# About this exercise
Without the pictures, repeat all of the data exactly as it appears below.

# Dataset
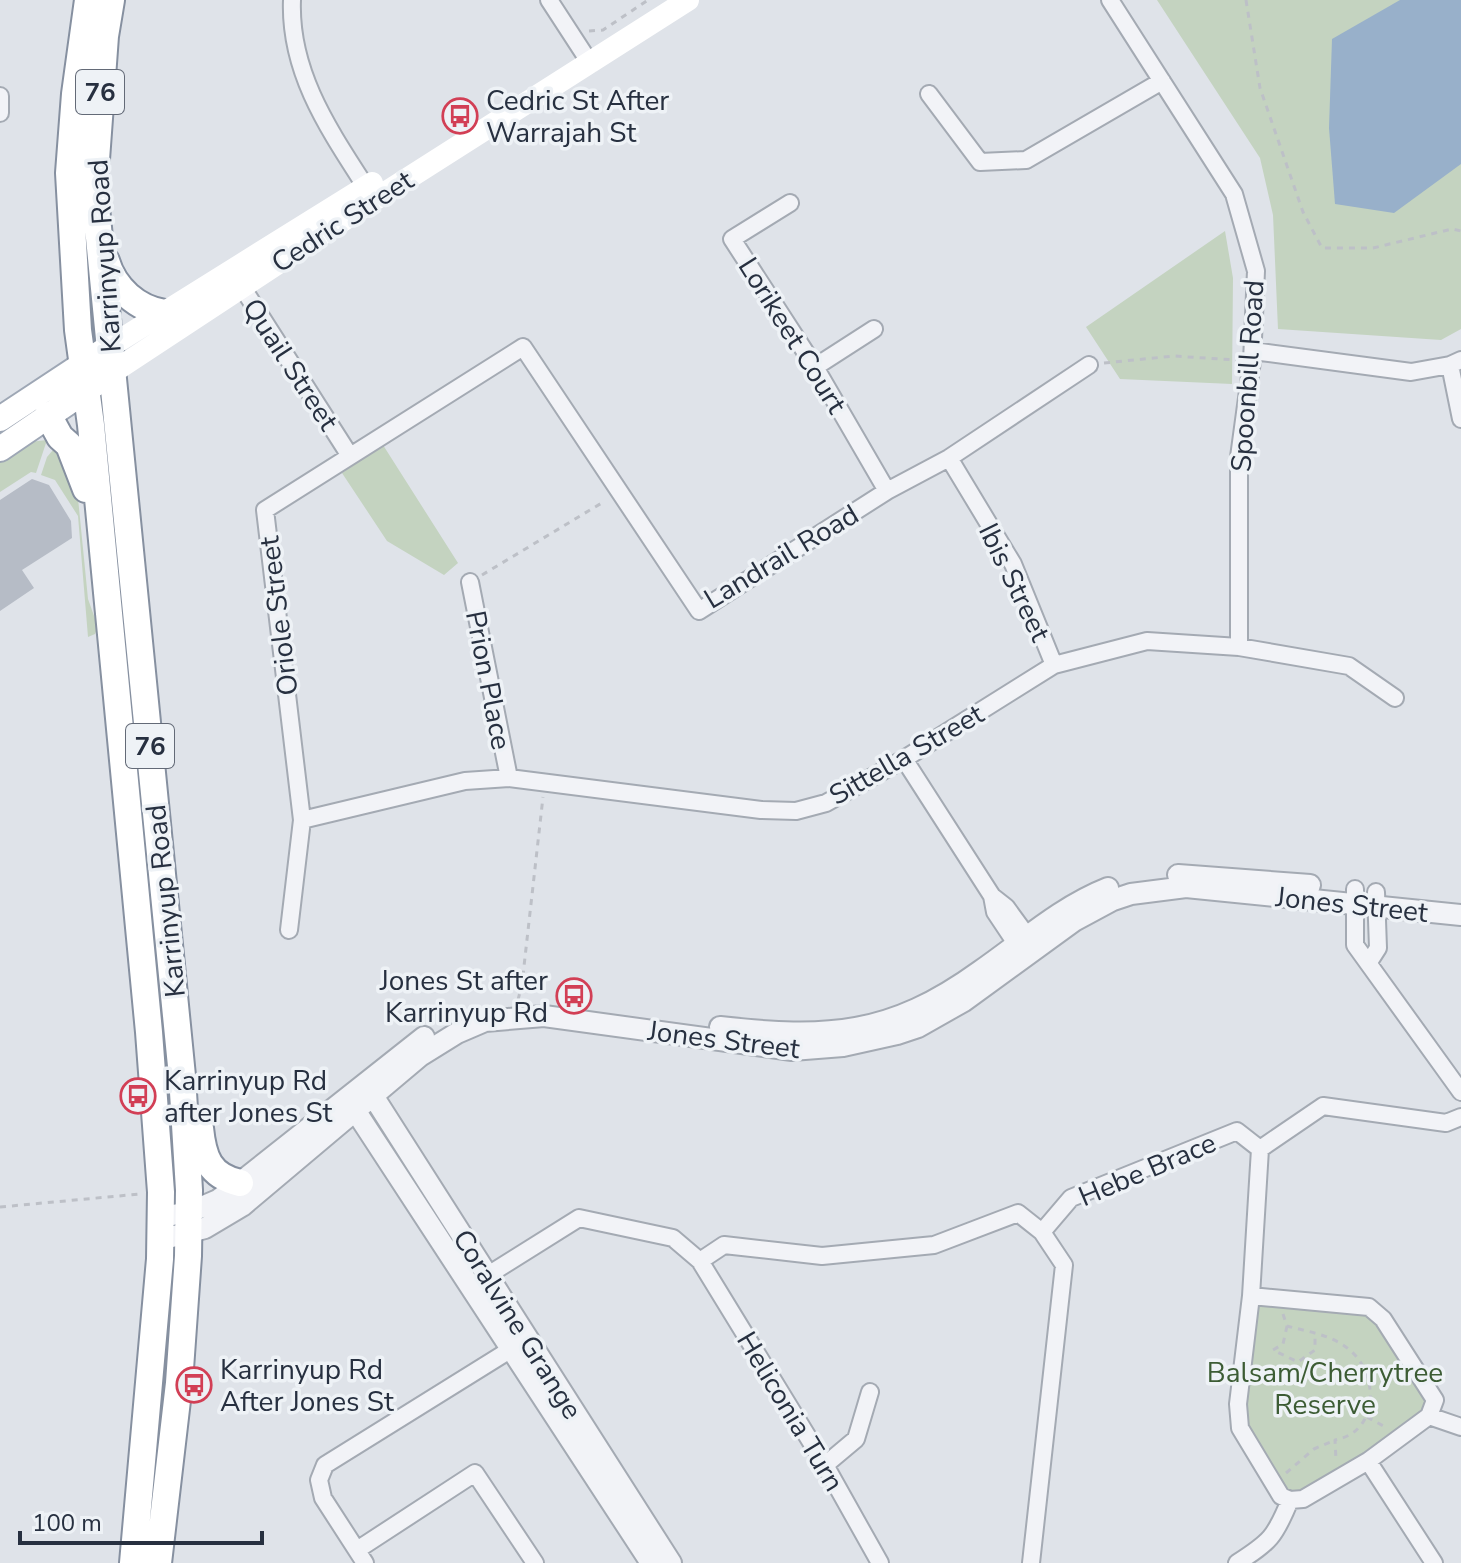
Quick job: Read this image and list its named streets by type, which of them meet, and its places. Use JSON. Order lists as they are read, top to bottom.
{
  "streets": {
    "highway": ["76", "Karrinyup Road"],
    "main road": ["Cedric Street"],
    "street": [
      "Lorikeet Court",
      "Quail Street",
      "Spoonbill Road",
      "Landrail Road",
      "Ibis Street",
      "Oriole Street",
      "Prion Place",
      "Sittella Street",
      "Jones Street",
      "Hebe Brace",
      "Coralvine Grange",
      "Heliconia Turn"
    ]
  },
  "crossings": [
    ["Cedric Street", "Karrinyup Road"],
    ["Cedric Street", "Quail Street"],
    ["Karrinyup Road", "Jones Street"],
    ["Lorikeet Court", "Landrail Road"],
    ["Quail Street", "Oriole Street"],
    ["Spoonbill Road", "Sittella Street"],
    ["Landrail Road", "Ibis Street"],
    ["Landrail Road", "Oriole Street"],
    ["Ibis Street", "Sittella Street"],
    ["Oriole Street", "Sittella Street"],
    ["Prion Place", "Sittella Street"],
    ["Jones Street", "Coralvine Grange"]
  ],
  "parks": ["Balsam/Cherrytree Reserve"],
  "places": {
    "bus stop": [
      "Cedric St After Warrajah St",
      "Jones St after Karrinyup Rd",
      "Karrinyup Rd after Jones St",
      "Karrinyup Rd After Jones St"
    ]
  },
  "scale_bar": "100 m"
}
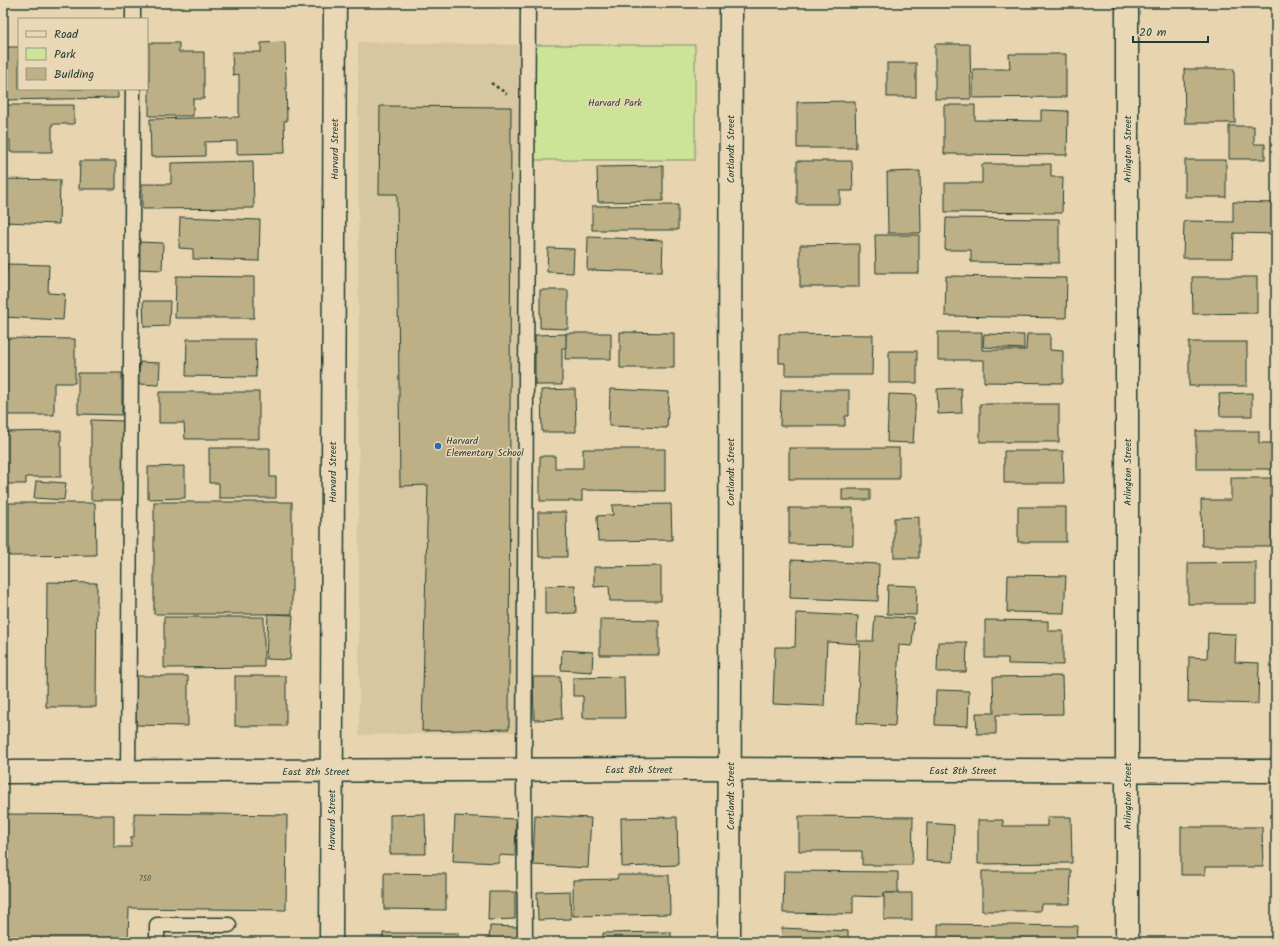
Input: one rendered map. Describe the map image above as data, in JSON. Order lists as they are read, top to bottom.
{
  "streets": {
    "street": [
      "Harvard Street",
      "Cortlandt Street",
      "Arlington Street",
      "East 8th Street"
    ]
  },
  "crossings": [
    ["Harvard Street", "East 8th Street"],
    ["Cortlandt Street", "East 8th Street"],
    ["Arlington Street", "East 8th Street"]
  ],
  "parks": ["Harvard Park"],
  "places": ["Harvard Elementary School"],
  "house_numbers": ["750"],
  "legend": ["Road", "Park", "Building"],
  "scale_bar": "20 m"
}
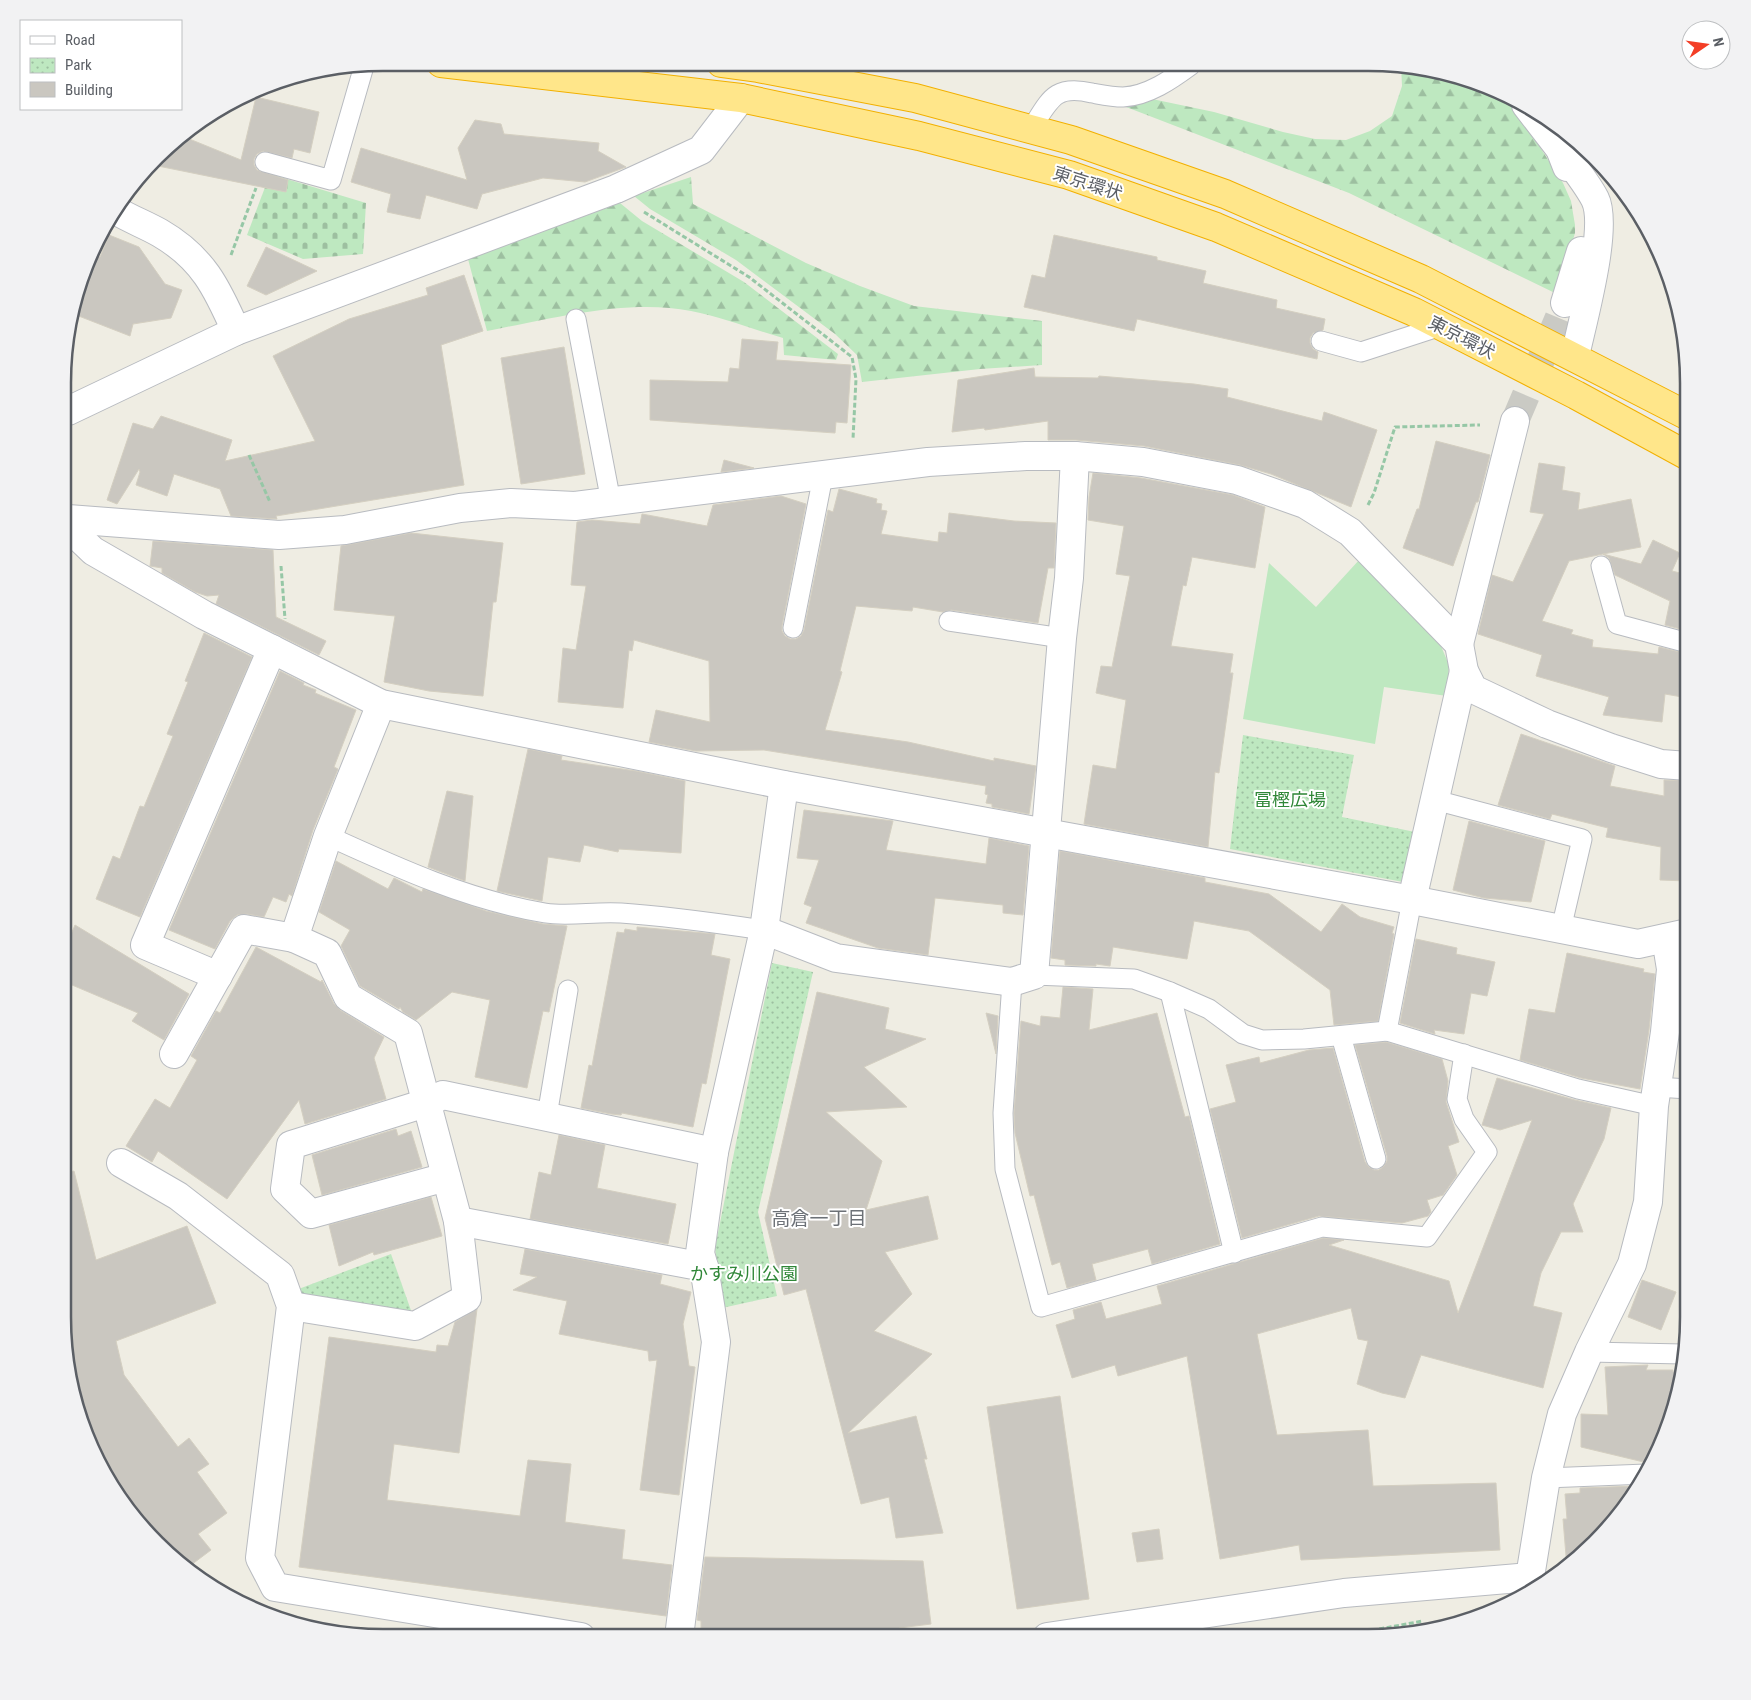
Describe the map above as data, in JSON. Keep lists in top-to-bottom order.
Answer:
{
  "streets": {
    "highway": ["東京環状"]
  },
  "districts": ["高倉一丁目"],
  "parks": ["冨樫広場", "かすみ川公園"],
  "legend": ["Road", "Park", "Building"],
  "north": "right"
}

# Solution for this problem
Quick job: Read this image and list its named streets by type, which of them meet, and its places. Use JSON. Order lists as they are read, top to bottom.
{
  "streets": {
    "highway": ["76", "Karrinyup Road"],
    "main road": ["Cedric Street"],
    "street": [
      "Lorikeet Court",
      "Quail Street",
      "Spoonbill Road",
      "Landrail Road",
      "Ibis Street",
      "Oriole Street",
      "Prion Place",
      "Sittella Street",
      "Jones Street",
      "Hebe Brace",
      "Coralvine Grange",
      "Heliconia Turn"
    ]
  },
  "crossings": [
    ["Cedric Street", "Karrinyup Road"],
    ["Cedric Street", "Quail Street"],
    ["Karrinyup Road", "Jones Street"],
    ["Lorikeet Court", "Landrail Road"],
    ["Quail Street", "Oriole Street"],
    ["Spoonbill Road", "Sittella Street"],
    ["Landrail Road", "Ibis Street"],
    ["Landrail Road", "Oriole Street"],
    ["Ibis Street", "Sittella Street"],
    ["Oriole Street", "Sittella Street"],
    ["Prion Place", "Sittella Street"],
    ["Jones Street", "Coralvine Grange"]
  ],
  "parks": ["Balsam/Cherrytree Reserve"],
  "places": {
    "bus stop": [
      "Cedric St After Warrajah St",
      "Jones St after Karrinyup Rd",
      "Karrinyup Rd after Jones St",
      "Karrinyup Rd After Jones St"
    ]
  },
  "scale_bar": "100 m"
}
Input: one rendered map. Describe the map image above as data, in JSON. Order lists as they are read, top to bottom.
{
  "streets": {
    "street": [
      "Harvard Street",
      "Cortlandt Street",
      "Arlington Street",
      "East 8th Street"
    ]
  },
  "crossings": [
    ["Harvard Street", "East 8th Street"],
    ["Cortlandt Street", "East 8th Street"],
    ["Arlington Street", "East 8th Street"]
  ],
  "parks": ["Harvard Park"],
  "places": ["Harvard Elementary School"],
  "house_numbers": ["750"],
  "legend": ["Road", "Park", "Building"],
  "scale_bar": "20 m"
}
Describe the map above as data, in JSON. Keep lists in top-to-bottom order.
Answer:
{
  "streets": {
    "highway": ["東京環状"]
  },
  "districts": ["高倉一丁目"],
  "parks": ["冨樫広場", "かすみ川公園"],
  "legend": ["Road", "Park", "Building"],
  "north": "right"
}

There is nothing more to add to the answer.